Cruella de Mon w męskiej postaci
Podczas rutynowej kontroli ruchu w Arnoldstein, w Karyntii, austriaccy celnicy zwrócili uwagę na intensywny zapach kału i moczu dochodzący z pojazdu. To przeczucie okazało się kluczowe. Gdy 46-letni kierowca otworzył bagażnik, celnicy odkryli wstrząsający widok: 30 szczeniąt ściśniętych w zaledwie 12 transportowych klatkach.
Zwierzęta były przewożone w skandalicznych warunkach, co stanowiło poważne zagrożenie dla ich zdrowia i życia.
Mężczyzna twierdził, że kupił szczenięta za 5700 euro i zamierzał przewieźć je przez Barcelonę do Algierii.
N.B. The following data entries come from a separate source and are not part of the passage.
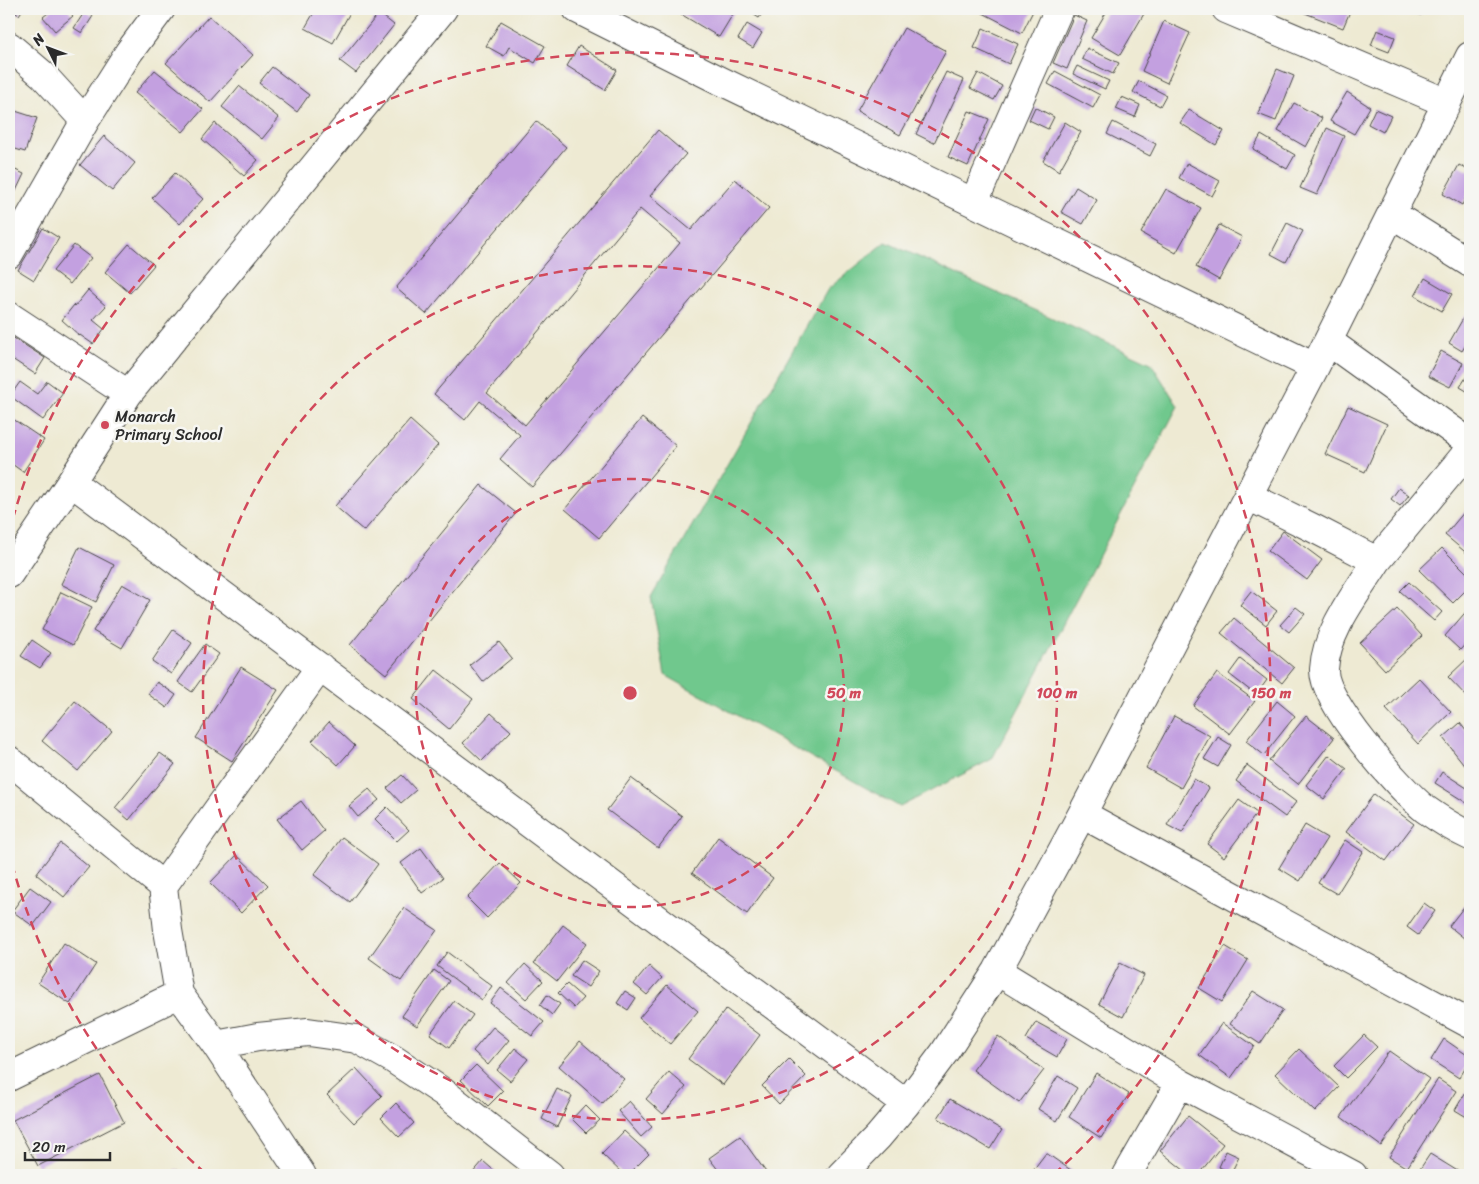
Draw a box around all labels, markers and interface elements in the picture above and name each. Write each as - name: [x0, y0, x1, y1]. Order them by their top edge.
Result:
- north arrow: [22, 22, 72, 72]
- text: N: [26, 27, 51, 52]
- place label: Monarch Primary School: [115, 402, 223, 449]
- marker: Monarch Primary School: [99, 419, 111, 431]
- text: 50 m: [827, 680, 862, 706]
- text: 100 m: [1037, 680, 1078, 706]
- text: 150 m: [1251, 680, 1292, 706]
- centre of rings: [621, 684, 639, 702]
- scale bar: [25, 1129, 110, 1161]
- text: 20 m: [32, 1134, 66, 1160]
Przedstawił nawet dokumenty zwierząt, które szybko wzbudziły podejrzenia celników. Skąd pochodzą zwierzęta? Czy mężczyzna nabył je legalnie?
Historia doprawdy jak o Cruelli de Mon, z tym, że wśród znalezionych zwierząt nie było dalmatyńczyków, tylko jamniki miniaturowe, spaniele, pomeraniany, maltańczyki, buldogi francuskie i pudle.
Zwierzęta były znacznie młodsze niż podano w paszportach. Poza tym, buldogi francuskie i jamniki miniaturowe są zakazane w Austrii ze względu na ich cierpienie związane z hodowlą.
Lekarz weterynarii potwierdza najgorsze obawy
Stan zdrowia szczeniąt pozostawiał wiele do życzenia. Lekarka weterynarii, do której trafiły zwierzęta, potwierdziła najgorsze obawy – szczenięta nie miały jeszcze zębów mlecznych, co oznacza, że były zbyt młode, aby być odebrane od matki i transportowane na odległość około 3000 kilometrów. To ewidentny przypadek bezlitosnego przemytu szczeniąt.
Kierowcy grozi teraz wysoka grzywna za naruszenie kilku przepisów dotyczących ochrony zwierząt oraz za fałszowanie dokumentów. Służby celne podkreślają, że takie kontrole są niezbędne, aby chronić zwierzęta przed okrutnym traktowaniem i nielegalnym handlem.